The synagogue was prepared. After a gunman killed 11 people and wounded seven others at the Tree of Life Synagogue in Pittsburgh last year — one in a string of attacks on houses of worship in the U.S. and abroad — Pico Shul developed extra security measures as a precaution and out of concern about rising incidents of anti-Jewish hate. On Saturday, officials were ready to implement those measures.
“People on our security committee carry cellphones on Sabbath,” Bookstein said. “We have security protocols so that when something happens, we put it into play.”
The attack at the Poway synagogue in San Diego County on Saturday morning killed one woman and injured three others, including the rabbi who was celebrating the last day of Passover with his congregants when a gunman wearing a green military-style vest and armed with a semiautomatic weapon burst in and began shooting. The suspect was later arrested.
Many members of Bookstein’s congregation still hadn’t heard about the shooting until after Shabbat ended, but the synagogue’s additional security measures were already in place when members gathered for prayer. Bookstein said he wasn’t allowed to go into details about what those measures entail.
On Saturday evening, when Bookstein led prayers for the more than 100 congregants who gathered at his shul in West Los Angeles, he was faced with a choice: Tell his congregants that a shooting had happened in San Diego or refrain from that conversation. He decided not to bring it up with his congregants.
“Every rabbi had to decide whether to announce it, and we decided not to announce it publicly,” he said. “We wanted people to find out organically.”
Rabbi Diane Rose of Cool Shul, an LGBTQ and interfaith-friendly shul in a secure office building in Culver City, said the shooting on Saturday reinforced a decision last year not to move her 50-member congregation into a separate building.
“There’s no marking that says ‘Jews are here,’” Rose said of the present location. “In some ways you want to be welcoming, but after the Pittsburgh shooting we decided we didn’t have what it takes to have more security or be able to have armed guards standing at the door.”

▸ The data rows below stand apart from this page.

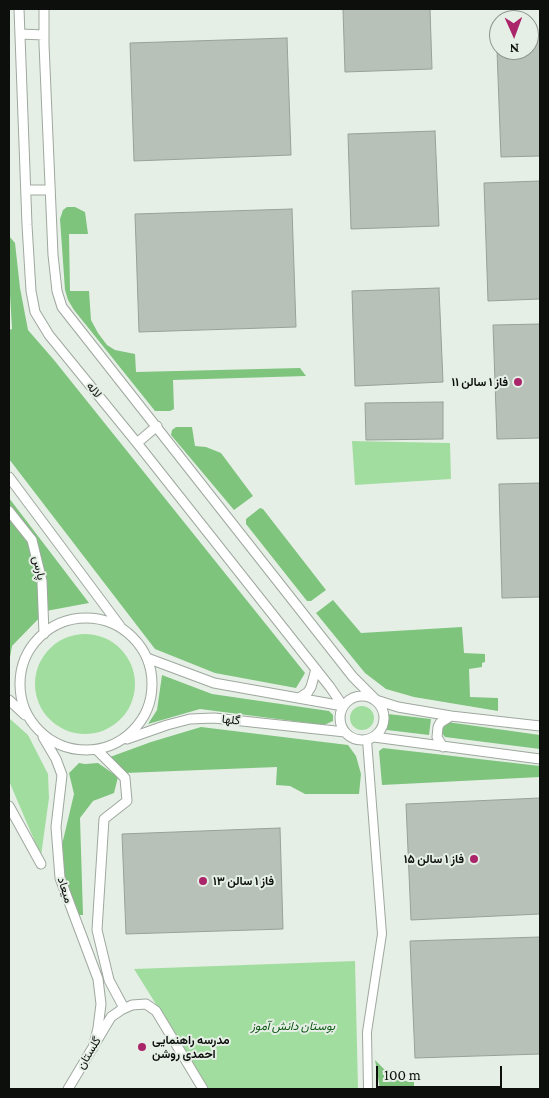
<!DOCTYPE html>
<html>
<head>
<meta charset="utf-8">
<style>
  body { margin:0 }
  #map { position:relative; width:549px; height:1098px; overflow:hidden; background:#e6efe6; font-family:"Crimson Pro",serif }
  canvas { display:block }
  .frame { position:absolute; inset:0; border:10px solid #0c0f0c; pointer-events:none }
  .north { position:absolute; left:489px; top:10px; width:50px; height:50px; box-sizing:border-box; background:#e6efe6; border:1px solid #8f958f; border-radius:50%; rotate:178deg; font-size:14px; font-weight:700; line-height:20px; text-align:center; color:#0c0f0c }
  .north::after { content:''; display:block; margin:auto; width:18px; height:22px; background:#ab256b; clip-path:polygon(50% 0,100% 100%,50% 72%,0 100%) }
  .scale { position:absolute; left:376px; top:1066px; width:126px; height:22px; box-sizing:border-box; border:2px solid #0c0f0c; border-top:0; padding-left:6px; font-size:15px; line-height:18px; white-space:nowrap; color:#0c0f0c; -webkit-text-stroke:4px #e6efe6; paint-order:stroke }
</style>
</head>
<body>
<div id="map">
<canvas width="549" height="1098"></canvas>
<div class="frame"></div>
<div class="north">N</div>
<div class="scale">100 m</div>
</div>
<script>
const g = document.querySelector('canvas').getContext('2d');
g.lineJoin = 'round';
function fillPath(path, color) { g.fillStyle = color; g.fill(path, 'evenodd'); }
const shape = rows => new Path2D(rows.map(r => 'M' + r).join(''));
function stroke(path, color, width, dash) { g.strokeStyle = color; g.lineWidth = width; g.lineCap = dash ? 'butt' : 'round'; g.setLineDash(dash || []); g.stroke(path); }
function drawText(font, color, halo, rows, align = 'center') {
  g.font = font + ' "Crimson Pro",Vazirmatn,serif'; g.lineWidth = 4; g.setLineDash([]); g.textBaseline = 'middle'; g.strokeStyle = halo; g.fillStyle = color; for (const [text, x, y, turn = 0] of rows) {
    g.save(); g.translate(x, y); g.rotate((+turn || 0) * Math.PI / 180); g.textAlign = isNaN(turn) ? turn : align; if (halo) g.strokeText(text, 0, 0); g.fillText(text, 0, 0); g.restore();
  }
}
const green = shape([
  [352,441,450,443,451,479,355,485],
  '35 684a50 50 0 1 1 100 0a50 50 0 1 1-100 0Z',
  '350 718a12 12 0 1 1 24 0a12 12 0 1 1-24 0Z',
  [9,718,28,735,48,774,49,798,41,856,9,781],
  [355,961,358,1089,209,1089,134,969]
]);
const forest = shape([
  [67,207,75,207,85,212,88,234,69,234,70,291,89,291,91,320,98,333,107,345,115,350,135,354,136,372,300,368,306,376,173,380,174,409,170,411,155,411,74,310,68,300,65,290,60,219,63,210],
  [9,236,15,243,20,288,28,330,54,360,305,673,296,688,215,673,155,649,9,459,9,330,12,329,9,277],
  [176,427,192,427,195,446,206,447,221,453,253,496,234,510,171,435,172,430],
  [9,498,89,603,46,611,12,646,9,663],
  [260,508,263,509,326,590,311,601,307,601,246,524,246,519],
  [333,600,361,633,462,627,464,653,485,654,485,662,482,663,482,667,469,669,470,697,498,698,498,711,414,697,386,689,365,673,316,613],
  [162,675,212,694,329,711,333,715,333,721,324,725,200,709,148,724,157,710],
  [388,714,431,719,429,735,387,730],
  [447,722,540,735,540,749,445,737,441,732],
  [201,727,348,745,356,756,361,774,359,794,305,794,290,786,276,785,277,767,125,773,110,757,151,742],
  [383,748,540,766,540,777,382,785,379,751],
  [79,763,85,764,98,763,118,777,114,793,93,801,80,818,83,915,79,915,67,893,62,869,61,849,74,794,69,773],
  [375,1060,389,1074,400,1081,414,1081,414,1089,380,1089]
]);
const building = shape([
  [343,9,430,9,432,69,345,72,343,9],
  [287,38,291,155,134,161,130,43,287,38],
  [529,38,540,38,540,156,501,157,497,50,529,50,529,38],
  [435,131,439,226,351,229,348,134,435,131],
  [540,181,540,299,488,301,484,183,540,181],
  [292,209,296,327,139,332,135,214,292,209],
  [439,288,443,382,355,386,352,291,439,288],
  [540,324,540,438,497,439,493,325,540,324],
  [443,402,443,439,366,440,365,403,443,402],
  [540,483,540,597,502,598,499,484,540,483],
  [540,798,540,914,411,920,406,804,540,798],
  [280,828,283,929,126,934,122,834,280,828],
  [540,937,540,1054,415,1058,410,941,540,937]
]);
const minor = shape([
  [367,740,382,934,367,1032,368,1089]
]);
const tertiary = shape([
  [19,9,27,225,31,291,35,312,49,335,137,443,330,687,343,706],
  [44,9,44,44,53,255,57,291,62,307,353,677,376,700,398,707,451,716,540,726],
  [20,34,44,35],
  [27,190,50,190],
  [137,443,157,426],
  [9,477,120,626],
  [9,511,32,540,42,581,44,634],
  '20 684a66 66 0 1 1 132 0a66 66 0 1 1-132 0Z',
  [147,658,214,683,343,706],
  '340 718a22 22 0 1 1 44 0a22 22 0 1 1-44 0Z',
  [299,698,308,692,311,687,316,669],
  [9,700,25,715],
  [43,737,56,759,62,775,56,827,60,878,98,979,101,1004,98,1028,93,1048],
  [374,737,540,759],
  [127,739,167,725,190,719,214,718,345,732],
  [443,747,437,737,438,727,440,723,451,716],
  [97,750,125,778,127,801,104,819,97,930,109,980,124,1008],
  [9,806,41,864],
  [68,1089,111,1017,121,1010,132,1005,146,1004,156,1011,203,1089]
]);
const markers = [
  [518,382,5,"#ab256b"],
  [474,859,5,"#ab256b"],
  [203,881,5,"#ab256b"],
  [142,1047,5,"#ab256b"]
];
const poiNames = [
  ["فاز ۱ سالن ۱۱",508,382],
  ["فاز ۱ سالن ۱۵",464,859],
  ["فاز ۱ سالن ۱۳",213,881,"left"],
  ["مدرسه راهنمایی",152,1040,"left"],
  ["احمدی روشن",152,1054,"left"]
];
const streetNames = [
  ["لاله",94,390,51],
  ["پارس",39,568,78],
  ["گلها",231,720,6],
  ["میعاد",65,890,73],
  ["گلستان",89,1053,-59]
];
const parkNames = [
  ["بوستان دانش آموز",293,1026]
];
fillPath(green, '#a2dda0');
fillPath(forest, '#7ec47d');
fillPath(building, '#b8c1b8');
stroke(building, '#98a098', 1);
stroke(minor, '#9fa89f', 10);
stroke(tertiary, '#9fa89f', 11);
stroke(minor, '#fff', 8);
stroke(tertiary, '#fff', 9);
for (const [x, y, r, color] of markers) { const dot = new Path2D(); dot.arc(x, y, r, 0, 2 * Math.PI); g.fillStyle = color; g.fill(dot); stroke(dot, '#e6efe6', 2); }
drawText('bold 12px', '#0c0f0c', '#e6efe6', poiNames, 'right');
drawText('12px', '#0c0f0c', '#e6efe6', streetNames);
drawText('italic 12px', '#0d5814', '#e6efe6', parkNames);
</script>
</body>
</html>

Anti-Semitic incidents around the nation have been increasing since 2013, with the biggest all-time annual jump coming in 2017, when the tally climbed 57% to 1,986, according to the Anti-Defamation League.
The majority of those incidents were harassment, which rose 41% to 1,015 incidents, including 163 bomb threats against Jewish community centers and synagogues. Vandalism rose 86% to 952 cases. The number of physical assaults fell from 36 to 19.
Rabbi Rick Jacobs, president of the New York-based Union for Reform Judaism, the largest branch of Judaism with 900 congregations serving 1.5 million people, said that his congregation has been reviewing security procedures since the Tree of Life shooting six months ago.
“We have been doing everything possible to keep our congregation safe and to be able to welcome people at the same time,” he said. “We also work closely with law enforcement.”
Jacobs said that in addition to training professionals and volunteers at houses of worship, congregants have also been practicing active shooter drills.
“These are not things that people intuitively know how to do,” he said.